それよりマスカラ侯爵、マスコットだからと侮らずちゃんと指示に従って治療するのです。」
「わかりました、このマスカラこの身で検証致しましょう。」
「しかし、マスカラ侯爵が治療の検証に手をあげるとは思いませんでした。」
「・・・このマスカラ、国の為に身を捧げております。
此度の政策は多くの者達の希望となるのです、その礎になれるなら喜んでこの身を検証に使いましょう。」
「それで本心はどうですか?」
「早く治したいです。」
「最初からそう言えばいいのです。
しかし、何も最初に検証に来なくとも良かったのですよ。」
「検証が終わればこの治療院は一杯になるでしょう。
その時に治療を始めれば時間がかかるのは目に見えております、私は長い時間待ちたく無いのです。」
「マスカラ侯爵、そう思うなら以後は病気にならぬようにしなさい。」
「肝に命じておきます。」
マスカラは第一王子マーサを支持する数少ない貴族ではあるのだが、女性グセの悪さが仇になり病気を抱えしまっていた。
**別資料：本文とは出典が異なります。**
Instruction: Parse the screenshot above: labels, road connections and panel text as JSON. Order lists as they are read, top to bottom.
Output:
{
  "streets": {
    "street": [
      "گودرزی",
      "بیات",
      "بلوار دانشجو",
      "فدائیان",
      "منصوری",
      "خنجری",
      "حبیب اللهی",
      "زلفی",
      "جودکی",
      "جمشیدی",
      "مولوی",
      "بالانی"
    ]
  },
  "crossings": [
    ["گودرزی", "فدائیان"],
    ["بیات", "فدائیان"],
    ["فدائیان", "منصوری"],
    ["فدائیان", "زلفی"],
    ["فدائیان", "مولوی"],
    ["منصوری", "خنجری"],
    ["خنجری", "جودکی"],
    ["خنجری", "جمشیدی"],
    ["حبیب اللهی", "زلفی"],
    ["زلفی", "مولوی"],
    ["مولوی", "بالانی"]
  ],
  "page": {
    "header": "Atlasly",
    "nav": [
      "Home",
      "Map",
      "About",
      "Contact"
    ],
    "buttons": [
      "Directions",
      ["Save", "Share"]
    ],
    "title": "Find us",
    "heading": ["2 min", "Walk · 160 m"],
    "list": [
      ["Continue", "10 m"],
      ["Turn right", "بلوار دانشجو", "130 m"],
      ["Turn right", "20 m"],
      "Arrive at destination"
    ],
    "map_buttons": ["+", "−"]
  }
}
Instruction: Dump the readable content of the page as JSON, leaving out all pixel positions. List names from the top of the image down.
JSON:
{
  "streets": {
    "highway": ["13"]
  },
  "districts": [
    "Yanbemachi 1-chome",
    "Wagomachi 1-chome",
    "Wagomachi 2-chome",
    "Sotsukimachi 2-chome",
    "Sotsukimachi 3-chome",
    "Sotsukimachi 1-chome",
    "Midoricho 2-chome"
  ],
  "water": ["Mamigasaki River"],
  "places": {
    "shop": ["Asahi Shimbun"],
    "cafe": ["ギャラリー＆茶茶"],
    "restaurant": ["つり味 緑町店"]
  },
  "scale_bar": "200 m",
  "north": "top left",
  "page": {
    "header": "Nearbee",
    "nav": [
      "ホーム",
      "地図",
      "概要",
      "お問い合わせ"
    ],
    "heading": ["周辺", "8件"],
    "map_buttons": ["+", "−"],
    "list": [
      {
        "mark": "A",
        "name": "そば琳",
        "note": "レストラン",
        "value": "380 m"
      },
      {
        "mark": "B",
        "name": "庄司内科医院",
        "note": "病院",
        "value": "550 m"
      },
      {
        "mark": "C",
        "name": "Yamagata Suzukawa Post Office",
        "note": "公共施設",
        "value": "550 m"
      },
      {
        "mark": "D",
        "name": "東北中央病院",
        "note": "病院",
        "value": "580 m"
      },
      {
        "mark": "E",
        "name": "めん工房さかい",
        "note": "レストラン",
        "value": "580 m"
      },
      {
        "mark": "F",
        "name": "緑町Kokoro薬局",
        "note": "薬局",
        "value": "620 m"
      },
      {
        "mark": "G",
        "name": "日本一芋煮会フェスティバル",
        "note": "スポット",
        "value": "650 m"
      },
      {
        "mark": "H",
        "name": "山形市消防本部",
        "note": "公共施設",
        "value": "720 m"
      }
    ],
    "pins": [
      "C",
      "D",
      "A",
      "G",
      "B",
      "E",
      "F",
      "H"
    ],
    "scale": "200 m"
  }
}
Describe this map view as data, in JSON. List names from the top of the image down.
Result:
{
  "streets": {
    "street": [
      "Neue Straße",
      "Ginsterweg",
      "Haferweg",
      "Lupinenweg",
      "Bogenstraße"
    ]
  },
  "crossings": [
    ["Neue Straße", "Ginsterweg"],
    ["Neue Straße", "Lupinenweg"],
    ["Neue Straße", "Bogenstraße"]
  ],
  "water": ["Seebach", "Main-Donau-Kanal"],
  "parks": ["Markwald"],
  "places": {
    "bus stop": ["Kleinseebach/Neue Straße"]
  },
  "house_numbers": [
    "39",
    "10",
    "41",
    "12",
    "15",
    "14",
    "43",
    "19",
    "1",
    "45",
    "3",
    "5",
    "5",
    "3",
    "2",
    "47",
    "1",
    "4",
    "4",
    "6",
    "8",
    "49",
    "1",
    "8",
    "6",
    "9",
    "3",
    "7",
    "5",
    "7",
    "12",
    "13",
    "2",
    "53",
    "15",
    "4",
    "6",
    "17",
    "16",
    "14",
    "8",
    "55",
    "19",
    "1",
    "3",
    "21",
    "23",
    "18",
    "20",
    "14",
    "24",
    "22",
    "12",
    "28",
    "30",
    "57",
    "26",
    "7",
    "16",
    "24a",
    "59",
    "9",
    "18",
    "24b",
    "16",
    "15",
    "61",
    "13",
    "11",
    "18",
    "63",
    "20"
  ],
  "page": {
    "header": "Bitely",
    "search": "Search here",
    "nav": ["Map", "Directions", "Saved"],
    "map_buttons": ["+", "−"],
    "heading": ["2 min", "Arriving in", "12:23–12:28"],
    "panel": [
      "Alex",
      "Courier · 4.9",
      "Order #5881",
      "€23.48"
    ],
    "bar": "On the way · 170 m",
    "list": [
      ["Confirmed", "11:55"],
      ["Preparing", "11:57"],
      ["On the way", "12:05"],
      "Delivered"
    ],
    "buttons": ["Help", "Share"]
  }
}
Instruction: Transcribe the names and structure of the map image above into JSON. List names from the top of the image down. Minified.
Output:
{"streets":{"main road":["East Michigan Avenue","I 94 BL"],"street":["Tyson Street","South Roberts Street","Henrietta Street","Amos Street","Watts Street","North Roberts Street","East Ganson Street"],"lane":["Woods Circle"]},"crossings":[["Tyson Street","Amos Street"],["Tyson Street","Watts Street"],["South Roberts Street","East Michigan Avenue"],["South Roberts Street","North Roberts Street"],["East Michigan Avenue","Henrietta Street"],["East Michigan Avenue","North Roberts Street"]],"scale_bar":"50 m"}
今回のマーサの提案にマーサの政策の後押しになればと自ら志願しゴウの治療を受ける事にしていたのだ。
「それで診察はどうなった?」
診察後マーサはマスカラに確認を取る。
「はい、飲み薬や腕から薬品を注入いたしましたが2週間程で治るようにございます。」
「マスカラ侯爵も2週間か、多くが2週間と言われるのは何故だ?」
「何やら目に見えぬ生き物が病気を引き起こしているそうで、それを死滅させる為に必要な期間だと伺いました。」
「伺った?ゴウさんにか?」
「いえ、ラクーン医師にございます。」
「ラクーンと話したのか?」
「ええ、聞けばすぐにお答えくださいました、これほどわかりやすい治療はありませぬな。」
マスカラが言うように多くの治療院では魔法を使い治す為、魔法を唱えて終わりというところが多い、何かを聞いても神の御加護か、自身の魔法の強さを誇るだけであり、どうやって治したかまで話す者はいなかった。
「ふむ、たしかに自分がどんな状態か、どうやって治ったのかは気になる所ではあるな。」
「はい、話を聞く限り、しっかりとした理論の下に治療を行っている事を感じました。」
「わかった、マスカラ侯爵、これからも治療を受けてくれ。」
「はい、しかと記録に残しておきます。」
マスカラは受けた治療内容、そしていた自分の症状などを詳しく記載した報告書を後日提出する、それは多くの人の希望の道標になるのであった。